Pacemaker & Defibrillator Implantation

Pacemaker & Defibrillator Implementation

 

What is an Implanted Pacemaker?

This small device is implanted under the skin and sends electrical signals to start or regulate a slow heartbeat. Implanted pacemakers are used to stimulate a patient’s heartbeat if the heart's natural pacemaker (the sinoatrial, or SA, node) is not functioning properly. It can also assist children who have an abnormally slow heart rate or rhythm, or if the electrical pathways are blocked.

Rhythm problems are common in teens and young adults with congenital heart disease due to changes in scar tissue resulting from prior surgeries and procedures.

Pacemakers may be placed under the skin in one of several locations. Young children (infants, toddler, preschool, and young school-aged children) often have the pacemaker generator placed in the abdomen, where fatty tissue can help protect the generator from normal everyday childhood activities. As a child nears adolescence, the generator is often placed in the shoulder area, just under the collarbone.

What is an Implantable Cardioverter Defibrillator (ICD)?

This small device is implanted in the skin (often in the shoulder area, just under the collarbone) and senses the rate and regularity of the heartbeat. When the heart rate goes too high, the ICD delivers a small, electrical shock to the heart to slow the heart rate. Many newer ICDs can also function as a pacemaker by pacing the heart out of a rapid rhythm and taking over when the heart rate is dangerously low. When the heartbeat becomes so erratic and disorganized that the heart muscle cannot pump blood from the ventricles, an ICD can deliver a stronger electrical pulse—often referred to as a "shock"—that can restore organized electrical activity, and therefore an effective heartbeat, to the ventricles.

What Happens During a Pacemaker and a Defibrillator Implantation?

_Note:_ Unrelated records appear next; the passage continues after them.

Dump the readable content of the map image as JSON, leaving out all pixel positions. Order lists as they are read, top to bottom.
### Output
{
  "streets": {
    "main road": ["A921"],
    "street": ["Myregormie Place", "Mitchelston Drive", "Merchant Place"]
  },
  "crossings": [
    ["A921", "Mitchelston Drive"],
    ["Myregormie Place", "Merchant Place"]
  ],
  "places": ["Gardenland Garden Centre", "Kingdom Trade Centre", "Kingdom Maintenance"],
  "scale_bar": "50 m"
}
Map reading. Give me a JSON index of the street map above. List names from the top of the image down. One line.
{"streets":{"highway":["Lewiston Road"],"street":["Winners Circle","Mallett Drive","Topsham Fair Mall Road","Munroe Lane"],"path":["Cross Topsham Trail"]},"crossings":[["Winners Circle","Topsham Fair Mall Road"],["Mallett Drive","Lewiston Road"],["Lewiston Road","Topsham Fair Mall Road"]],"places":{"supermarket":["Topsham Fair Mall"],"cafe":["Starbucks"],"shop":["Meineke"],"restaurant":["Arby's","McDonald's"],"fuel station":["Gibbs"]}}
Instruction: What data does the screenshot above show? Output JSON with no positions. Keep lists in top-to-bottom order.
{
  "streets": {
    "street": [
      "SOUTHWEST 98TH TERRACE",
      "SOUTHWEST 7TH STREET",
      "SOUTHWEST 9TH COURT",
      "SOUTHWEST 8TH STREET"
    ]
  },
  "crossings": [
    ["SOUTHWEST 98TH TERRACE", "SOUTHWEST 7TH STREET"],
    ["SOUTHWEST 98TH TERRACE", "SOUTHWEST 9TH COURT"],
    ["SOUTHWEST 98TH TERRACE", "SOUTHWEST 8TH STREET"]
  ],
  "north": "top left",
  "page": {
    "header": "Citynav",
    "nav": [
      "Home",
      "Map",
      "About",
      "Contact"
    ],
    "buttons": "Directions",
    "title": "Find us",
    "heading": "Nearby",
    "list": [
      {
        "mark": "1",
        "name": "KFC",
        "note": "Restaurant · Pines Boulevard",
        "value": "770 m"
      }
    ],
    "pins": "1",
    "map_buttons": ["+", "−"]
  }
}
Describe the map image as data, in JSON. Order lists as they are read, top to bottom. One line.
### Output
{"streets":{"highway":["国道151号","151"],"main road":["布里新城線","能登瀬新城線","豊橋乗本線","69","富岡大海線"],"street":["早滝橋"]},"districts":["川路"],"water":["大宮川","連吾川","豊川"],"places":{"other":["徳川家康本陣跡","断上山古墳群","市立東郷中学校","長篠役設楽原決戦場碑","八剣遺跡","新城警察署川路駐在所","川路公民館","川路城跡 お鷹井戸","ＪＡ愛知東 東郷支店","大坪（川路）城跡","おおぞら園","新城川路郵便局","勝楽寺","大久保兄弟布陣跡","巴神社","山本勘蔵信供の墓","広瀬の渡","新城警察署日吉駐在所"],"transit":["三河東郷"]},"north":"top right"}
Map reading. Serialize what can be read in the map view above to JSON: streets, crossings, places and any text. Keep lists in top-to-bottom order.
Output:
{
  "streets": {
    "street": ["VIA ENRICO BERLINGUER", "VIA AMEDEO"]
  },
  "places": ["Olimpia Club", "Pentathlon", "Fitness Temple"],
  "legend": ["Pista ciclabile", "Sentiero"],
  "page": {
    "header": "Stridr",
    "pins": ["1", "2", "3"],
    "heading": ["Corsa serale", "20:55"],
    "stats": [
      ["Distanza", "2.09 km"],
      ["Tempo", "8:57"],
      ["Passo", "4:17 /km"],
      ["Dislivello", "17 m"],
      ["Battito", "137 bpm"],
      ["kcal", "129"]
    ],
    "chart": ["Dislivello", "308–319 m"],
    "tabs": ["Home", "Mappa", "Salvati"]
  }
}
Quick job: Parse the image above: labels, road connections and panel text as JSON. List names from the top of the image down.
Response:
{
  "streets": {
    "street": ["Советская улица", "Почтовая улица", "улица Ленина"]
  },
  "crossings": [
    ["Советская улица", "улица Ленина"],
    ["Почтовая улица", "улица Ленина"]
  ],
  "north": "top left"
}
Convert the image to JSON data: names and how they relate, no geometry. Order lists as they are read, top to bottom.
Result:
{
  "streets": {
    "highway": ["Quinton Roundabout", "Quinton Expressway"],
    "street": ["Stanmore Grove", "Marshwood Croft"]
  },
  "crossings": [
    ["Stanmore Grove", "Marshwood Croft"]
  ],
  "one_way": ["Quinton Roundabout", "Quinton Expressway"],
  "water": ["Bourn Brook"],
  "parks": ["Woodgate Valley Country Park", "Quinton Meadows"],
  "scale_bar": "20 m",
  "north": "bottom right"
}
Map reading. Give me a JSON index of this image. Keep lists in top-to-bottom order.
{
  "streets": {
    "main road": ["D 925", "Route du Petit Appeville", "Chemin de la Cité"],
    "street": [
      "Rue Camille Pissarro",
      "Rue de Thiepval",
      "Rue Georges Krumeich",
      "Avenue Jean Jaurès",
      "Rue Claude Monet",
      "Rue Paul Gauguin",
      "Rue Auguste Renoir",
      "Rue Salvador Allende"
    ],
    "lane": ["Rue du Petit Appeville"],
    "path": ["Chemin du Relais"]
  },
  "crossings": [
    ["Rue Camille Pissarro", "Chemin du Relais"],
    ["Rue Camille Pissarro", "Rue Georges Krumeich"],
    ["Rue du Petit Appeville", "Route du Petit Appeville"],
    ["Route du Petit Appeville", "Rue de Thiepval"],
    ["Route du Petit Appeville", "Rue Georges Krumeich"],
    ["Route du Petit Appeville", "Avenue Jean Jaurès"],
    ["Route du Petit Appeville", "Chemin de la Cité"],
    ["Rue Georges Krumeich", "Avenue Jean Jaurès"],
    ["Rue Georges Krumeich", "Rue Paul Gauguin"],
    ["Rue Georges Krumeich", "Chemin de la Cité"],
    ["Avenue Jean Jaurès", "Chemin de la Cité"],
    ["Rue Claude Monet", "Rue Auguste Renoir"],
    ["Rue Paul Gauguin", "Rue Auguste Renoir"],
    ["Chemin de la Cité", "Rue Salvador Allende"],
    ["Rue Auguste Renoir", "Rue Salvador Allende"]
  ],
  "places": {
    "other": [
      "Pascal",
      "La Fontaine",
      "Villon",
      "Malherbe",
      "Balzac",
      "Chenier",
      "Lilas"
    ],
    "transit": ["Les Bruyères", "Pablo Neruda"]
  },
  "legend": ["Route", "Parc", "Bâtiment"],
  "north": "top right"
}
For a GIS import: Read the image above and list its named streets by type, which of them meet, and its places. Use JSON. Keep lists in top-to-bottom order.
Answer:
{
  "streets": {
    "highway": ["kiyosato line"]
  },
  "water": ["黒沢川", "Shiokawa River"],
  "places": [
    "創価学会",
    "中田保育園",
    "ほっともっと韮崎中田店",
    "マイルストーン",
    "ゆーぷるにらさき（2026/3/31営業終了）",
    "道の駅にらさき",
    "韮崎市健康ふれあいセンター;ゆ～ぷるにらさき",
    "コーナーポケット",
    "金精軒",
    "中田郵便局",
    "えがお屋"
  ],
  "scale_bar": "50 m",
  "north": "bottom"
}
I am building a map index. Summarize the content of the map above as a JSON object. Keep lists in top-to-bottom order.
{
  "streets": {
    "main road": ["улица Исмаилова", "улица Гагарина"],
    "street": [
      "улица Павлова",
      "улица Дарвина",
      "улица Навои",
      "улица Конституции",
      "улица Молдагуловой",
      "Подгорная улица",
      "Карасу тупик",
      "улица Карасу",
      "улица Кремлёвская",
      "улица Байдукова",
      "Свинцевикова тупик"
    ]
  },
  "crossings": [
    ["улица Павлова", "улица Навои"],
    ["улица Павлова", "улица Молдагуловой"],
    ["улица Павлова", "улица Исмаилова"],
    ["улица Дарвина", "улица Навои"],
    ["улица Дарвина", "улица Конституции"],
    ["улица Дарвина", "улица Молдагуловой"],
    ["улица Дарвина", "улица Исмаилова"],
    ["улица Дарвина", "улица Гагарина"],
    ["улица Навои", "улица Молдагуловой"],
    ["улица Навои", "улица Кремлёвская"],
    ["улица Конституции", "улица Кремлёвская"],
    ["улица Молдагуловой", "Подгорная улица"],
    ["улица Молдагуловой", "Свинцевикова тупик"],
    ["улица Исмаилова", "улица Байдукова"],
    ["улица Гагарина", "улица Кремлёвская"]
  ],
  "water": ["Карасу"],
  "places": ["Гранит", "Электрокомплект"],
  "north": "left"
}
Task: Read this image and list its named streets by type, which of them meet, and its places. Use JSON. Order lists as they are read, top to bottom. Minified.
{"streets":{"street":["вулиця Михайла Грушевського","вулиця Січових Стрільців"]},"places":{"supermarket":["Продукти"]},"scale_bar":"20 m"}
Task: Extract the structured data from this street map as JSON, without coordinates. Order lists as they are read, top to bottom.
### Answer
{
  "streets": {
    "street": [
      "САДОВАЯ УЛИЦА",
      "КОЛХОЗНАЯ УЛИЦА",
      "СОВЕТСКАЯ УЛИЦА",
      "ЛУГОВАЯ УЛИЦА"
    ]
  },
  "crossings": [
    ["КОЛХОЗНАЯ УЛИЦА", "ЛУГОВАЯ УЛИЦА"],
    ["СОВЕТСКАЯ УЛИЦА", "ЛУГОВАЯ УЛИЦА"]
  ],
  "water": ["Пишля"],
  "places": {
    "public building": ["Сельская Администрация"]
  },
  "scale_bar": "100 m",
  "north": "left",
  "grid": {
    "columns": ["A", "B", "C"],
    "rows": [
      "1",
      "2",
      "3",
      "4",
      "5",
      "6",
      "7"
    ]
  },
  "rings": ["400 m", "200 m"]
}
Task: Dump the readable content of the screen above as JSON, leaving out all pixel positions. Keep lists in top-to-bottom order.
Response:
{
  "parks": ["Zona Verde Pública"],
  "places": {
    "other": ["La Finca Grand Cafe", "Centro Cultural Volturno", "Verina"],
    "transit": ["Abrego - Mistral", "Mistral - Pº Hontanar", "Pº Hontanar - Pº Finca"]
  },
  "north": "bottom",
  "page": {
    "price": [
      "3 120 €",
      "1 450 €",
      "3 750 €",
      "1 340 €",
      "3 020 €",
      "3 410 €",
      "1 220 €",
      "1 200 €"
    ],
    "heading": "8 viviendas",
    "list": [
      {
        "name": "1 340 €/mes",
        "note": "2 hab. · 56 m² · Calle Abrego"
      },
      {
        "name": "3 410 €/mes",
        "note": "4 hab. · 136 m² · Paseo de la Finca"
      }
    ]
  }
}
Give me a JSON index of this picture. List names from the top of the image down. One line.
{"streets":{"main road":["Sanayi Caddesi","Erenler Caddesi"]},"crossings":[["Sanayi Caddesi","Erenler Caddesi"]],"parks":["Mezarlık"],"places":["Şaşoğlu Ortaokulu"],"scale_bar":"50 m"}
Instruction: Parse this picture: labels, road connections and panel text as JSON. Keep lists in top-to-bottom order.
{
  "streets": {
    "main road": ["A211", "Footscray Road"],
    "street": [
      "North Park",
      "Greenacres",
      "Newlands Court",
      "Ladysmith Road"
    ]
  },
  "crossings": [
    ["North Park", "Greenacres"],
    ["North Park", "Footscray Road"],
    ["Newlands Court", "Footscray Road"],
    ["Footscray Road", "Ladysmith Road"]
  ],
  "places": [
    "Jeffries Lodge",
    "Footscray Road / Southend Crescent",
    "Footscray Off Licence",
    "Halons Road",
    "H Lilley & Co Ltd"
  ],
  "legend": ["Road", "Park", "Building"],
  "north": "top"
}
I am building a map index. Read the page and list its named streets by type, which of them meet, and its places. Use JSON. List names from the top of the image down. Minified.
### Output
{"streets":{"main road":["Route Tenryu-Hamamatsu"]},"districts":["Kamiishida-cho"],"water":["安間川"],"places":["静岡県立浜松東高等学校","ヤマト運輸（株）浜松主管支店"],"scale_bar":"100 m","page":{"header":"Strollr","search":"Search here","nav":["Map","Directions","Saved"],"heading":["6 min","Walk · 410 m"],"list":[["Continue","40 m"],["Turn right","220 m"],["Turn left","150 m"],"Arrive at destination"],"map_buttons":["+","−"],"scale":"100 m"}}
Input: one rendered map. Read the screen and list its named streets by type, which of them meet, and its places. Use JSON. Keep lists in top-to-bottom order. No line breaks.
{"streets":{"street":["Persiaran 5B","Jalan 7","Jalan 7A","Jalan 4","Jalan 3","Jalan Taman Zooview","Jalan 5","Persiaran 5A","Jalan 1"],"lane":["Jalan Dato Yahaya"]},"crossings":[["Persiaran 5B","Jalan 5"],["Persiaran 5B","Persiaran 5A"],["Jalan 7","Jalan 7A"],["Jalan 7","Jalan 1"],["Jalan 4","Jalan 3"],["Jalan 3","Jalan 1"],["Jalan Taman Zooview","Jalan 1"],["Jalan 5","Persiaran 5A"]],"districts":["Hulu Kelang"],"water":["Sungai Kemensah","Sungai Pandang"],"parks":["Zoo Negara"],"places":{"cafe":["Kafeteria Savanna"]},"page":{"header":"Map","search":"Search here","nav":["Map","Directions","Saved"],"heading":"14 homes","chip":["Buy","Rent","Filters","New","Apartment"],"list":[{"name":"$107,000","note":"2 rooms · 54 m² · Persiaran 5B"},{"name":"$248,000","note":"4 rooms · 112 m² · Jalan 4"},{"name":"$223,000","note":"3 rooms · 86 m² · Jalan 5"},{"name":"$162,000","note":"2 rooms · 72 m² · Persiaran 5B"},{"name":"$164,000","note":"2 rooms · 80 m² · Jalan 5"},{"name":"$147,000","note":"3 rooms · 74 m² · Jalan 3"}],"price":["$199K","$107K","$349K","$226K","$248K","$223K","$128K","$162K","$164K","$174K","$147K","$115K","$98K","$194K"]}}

Procedures to implant pacemakers or defibrillators are performed in the hospital, either as a short-stay surgical procedure, or in the cardiac catheterization or electrophysiology laboratory. Before the procedure, a child receives local anesthesia over the incision site and usually sedation to help them relax.

For older children and teenagers who receive a transvenous pacemaker, a small incision is made just under the collarbone. The pacemaker/ICD lead(s) is inserted into the heart through a blood vessel which runs under the collarbone. This procedure is usually performed in the catheterization laboratory.

In younger children, the pacemaker may be placed into the abdomen through a small incision. A second incision is made in the chest to visualize the heart. The lead(s) are guided to the heart, then placed on the heart's surface. This procedure is usually performed in the operating room. Once the procedure has been completed, the child goes through a recovery period of several hours and often is allowed to go home the day after the procedure.

What Happens After the Procedure?

After a child receives a pacemaker or ICD, the parents receive an identification card from the manufacturer that includes information about the child’s specific model of pacemaker, serial number and details on how the device works. Parents should carry this card with them at all times so the information is readily available whenever a health care professional examines and/or treats their child. In addition, the child can wear a medical identification bracelet or necklace to alert others about the pacemaker or ICD in case of emergency.

What Conditions Does it Treat?

When the heart's natural pacemaker (the network of heart tissues that conduct the electrical impulse downward from the atria to the ventricles) malfunctions, the signals sent out may become erratic — either too slow, too fast, or too irregular to stimulate adequate contractions of the heart chambers. When the heartbeat becomes erratic, it is referred to as an arrhythmia (an abnormal rhythm of the heart, which can cause the heart to pump less effectively).

ICDs may be recommended for children with significant ventricular rhythm problems that could pose a risk for sudden death. These rhythm problems are often associated with worsening heart failure.

Arrhythmias can cause problems with contractions of the heart chambers by:

  • Not allowing the chambers to fill with an adequate amount of blood because the electrical signal is causing the heart to pump too fast.
  • Not allowing a sufficient amount of blood to be pumped out to the body because the electrical signal is causing the heart to pump too slowly or too irregularly.